Stockholder Proposals Included in Proxy Statement

To be considered for inclusion in the proxy statement relating to our Annual Meeting of Stockholders to be held in 2012, stockholder proposals must be received at our principal executive offices no later than December 3, 2011, which is no less than 120 calendar days before the date our proxy statement was released to stockholders in connection with the prior year’s annual meeting of stockholders. If the date of next year’s annual meeting is changed by more than 30 days from the anniversary date of this year’s annual meeting on May 12, then the deadline is a reasonable time before we begin to print and mail proxy materials. Upon receipt of any such proposal, we will determine whether or not to include such proposal in the proxy statement and proxy in accordance with regulations governing the solicitation of proxies.

Stockholder Proposals Not Included in Proxy Statement

We must receive other proposals of stockholders (including director nominations) intended to be presented at the 2012 Annual Meeting of Stockholders but not included in the proxy statement by February 12, 2012, but not before January 13, 2012, which is not less than 90 days nor more than 120 days prior to the anniversary date of the immediately preceding annual meeting. However, in the event the 2012 Annual Meeting is scheduled to be held on a date before April 22, 2012, or after July 11, 2012, which are dates 20 days before or 60 days after the anniversary date of the immediately preceding annual meeting, then your notice may be received by us at our principal executive office not later than the close of business on the later of (1) the 90th day before the scheduled date of such annual meeting or (2) the 10th day after the day on which we first make a public announcement of the date of such annual meeting. Any proposals we do not receive in accordance with the above standards will not be voted on at the 2012 Annual Meeting. In certain cases, notice may be delivered later if the number of directors to be elected to the board of directors is increased.

Each stockholder’s notice for a proposal must be timely given to our corporate secretary at the address of our principal executive offices.
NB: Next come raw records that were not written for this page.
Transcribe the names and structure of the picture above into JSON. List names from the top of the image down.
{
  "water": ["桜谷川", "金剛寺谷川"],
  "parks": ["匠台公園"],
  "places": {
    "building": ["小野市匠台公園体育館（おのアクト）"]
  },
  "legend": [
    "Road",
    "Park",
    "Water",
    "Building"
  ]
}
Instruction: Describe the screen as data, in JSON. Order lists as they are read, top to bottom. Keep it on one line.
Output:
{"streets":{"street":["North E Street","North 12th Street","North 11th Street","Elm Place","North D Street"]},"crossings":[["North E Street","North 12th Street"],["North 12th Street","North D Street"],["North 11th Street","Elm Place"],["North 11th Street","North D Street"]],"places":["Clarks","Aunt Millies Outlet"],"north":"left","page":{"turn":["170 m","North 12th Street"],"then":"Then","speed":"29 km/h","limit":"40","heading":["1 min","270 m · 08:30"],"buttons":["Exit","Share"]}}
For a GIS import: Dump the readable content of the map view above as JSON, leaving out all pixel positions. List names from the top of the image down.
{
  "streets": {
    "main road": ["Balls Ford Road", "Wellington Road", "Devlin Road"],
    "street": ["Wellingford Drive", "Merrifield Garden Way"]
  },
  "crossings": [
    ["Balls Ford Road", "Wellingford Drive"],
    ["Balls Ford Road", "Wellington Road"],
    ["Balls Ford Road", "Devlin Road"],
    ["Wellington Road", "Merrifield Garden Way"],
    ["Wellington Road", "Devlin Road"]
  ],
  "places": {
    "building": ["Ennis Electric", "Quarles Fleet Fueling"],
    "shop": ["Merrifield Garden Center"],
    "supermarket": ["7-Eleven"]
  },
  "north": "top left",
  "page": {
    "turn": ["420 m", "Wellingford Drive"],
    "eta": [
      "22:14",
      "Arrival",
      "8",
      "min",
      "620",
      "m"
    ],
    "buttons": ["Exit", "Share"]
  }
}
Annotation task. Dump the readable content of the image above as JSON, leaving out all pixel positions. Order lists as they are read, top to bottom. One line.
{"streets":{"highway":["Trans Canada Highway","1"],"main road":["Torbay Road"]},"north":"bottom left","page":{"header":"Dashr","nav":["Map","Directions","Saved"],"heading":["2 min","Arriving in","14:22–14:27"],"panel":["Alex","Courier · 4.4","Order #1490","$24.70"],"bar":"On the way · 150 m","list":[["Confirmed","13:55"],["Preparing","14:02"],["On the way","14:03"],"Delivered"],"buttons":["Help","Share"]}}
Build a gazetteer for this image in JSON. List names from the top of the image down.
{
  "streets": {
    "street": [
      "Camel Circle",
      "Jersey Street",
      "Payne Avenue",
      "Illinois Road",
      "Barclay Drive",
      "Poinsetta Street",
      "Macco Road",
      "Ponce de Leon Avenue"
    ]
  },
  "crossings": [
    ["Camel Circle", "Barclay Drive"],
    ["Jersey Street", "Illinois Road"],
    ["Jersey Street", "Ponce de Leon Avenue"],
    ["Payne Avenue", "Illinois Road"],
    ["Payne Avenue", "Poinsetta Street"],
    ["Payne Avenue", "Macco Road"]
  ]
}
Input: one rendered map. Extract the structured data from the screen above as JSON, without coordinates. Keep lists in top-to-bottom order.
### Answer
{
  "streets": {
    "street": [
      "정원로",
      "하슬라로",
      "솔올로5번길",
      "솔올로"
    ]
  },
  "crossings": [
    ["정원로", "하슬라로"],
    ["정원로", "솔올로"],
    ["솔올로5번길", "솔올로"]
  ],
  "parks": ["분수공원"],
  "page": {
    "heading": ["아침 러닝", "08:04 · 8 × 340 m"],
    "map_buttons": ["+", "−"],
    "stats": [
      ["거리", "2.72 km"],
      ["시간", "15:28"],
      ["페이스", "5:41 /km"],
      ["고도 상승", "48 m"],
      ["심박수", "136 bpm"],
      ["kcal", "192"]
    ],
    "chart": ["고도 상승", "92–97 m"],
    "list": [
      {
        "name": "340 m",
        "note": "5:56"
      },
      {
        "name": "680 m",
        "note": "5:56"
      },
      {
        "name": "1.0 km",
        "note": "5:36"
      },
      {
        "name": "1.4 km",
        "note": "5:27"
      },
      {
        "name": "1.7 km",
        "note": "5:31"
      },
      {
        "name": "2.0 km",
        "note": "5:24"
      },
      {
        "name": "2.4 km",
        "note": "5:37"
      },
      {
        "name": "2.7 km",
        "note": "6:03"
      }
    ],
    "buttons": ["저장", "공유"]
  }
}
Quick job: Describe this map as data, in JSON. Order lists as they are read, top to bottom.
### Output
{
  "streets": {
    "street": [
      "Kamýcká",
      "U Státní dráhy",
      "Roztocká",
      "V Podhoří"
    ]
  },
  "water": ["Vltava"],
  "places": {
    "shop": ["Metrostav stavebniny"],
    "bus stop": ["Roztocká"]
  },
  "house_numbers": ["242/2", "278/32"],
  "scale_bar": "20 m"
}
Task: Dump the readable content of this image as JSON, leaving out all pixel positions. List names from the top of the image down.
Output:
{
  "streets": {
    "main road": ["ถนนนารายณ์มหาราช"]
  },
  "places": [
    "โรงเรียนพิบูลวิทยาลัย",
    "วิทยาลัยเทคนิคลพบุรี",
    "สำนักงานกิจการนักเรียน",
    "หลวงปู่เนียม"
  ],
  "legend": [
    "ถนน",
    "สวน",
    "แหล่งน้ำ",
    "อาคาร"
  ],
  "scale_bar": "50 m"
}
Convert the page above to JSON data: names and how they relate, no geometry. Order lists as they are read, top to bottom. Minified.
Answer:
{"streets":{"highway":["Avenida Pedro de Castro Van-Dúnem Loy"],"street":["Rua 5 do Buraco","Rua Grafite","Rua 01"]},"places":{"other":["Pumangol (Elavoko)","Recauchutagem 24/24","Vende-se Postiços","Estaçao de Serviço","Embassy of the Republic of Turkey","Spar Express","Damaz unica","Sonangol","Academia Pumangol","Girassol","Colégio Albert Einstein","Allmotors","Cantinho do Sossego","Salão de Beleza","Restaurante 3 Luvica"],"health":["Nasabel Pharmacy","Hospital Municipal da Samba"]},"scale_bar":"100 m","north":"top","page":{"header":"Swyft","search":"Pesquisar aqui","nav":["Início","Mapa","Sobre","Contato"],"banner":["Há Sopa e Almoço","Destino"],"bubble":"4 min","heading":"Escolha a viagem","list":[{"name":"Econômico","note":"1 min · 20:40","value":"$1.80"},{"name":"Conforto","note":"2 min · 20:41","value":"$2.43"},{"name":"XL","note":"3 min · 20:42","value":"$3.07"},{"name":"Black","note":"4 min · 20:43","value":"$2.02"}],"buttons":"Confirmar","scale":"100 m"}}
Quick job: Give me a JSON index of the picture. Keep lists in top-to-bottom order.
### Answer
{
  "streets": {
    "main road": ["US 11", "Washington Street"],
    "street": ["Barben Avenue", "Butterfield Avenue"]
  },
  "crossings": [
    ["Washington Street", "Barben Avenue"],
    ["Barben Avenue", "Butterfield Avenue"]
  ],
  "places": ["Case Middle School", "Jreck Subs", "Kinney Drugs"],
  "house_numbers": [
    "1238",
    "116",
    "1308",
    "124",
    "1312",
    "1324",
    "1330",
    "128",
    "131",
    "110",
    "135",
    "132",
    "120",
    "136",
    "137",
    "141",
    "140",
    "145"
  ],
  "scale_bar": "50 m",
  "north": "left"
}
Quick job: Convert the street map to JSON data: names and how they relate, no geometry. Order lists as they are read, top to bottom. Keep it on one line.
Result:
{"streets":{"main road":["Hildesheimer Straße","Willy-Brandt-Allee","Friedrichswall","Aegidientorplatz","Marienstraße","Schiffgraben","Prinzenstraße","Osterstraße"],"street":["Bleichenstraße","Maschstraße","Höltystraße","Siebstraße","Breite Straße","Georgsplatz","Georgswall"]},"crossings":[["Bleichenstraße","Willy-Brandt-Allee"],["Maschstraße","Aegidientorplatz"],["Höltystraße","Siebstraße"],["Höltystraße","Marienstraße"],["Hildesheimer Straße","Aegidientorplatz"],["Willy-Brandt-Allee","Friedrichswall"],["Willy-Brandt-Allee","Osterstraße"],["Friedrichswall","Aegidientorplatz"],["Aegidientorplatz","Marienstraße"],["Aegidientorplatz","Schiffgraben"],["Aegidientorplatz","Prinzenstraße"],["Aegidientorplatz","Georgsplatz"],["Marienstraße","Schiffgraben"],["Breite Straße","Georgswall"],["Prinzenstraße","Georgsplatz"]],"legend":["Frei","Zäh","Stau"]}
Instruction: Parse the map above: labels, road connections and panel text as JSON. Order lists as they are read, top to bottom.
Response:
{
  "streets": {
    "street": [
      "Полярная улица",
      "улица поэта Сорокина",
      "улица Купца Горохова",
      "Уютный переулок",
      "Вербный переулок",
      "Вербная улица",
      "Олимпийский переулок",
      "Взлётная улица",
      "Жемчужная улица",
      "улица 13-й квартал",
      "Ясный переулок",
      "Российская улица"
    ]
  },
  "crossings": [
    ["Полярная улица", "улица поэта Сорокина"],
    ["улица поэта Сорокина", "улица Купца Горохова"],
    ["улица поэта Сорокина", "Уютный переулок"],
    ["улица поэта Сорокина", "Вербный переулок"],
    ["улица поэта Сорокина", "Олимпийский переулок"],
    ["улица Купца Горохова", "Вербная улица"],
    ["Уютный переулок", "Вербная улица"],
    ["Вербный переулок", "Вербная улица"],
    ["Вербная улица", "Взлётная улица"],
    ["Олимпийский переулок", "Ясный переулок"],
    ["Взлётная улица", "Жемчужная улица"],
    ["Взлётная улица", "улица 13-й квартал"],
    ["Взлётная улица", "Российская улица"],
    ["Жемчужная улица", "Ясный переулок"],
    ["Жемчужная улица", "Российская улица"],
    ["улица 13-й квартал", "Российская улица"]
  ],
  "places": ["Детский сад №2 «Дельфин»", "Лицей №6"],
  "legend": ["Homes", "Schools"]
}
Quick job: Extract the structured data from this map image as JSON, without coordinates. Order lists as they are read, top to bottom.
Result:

Each notice generally is required to set forth as to each matter proposed to be brought before an annual meeting certain information and must meet other requirements specified in our bylaws, as determined by us, including (1) a brief description of the business the stockholder desires to bring before the meeting and the reasons for conducting such business at the meeting, (2) the name and address, as they appear on our stock transfer books, of the stockholder proposing such business, (3) the class and number of shares beneficially owned by the stockholder making the proposal, (4) a description of all arrangements or understandings between such stockholder and any other persons in connection with the proposal and any material interest of the stockholder in such business, (5) a representation that such stockholder intends to appear in person or by proxy at the annual meeting to bring such business before the meeting and (6) a representation whether the stockholder intends or is part of a group which intends to deliver a proxy statement or form of proxy to holders of at least the percentage of our outstanding capital stock required to approve or adopt the proposal or otherwise to solicit proxies from stockholders in support of such proposal.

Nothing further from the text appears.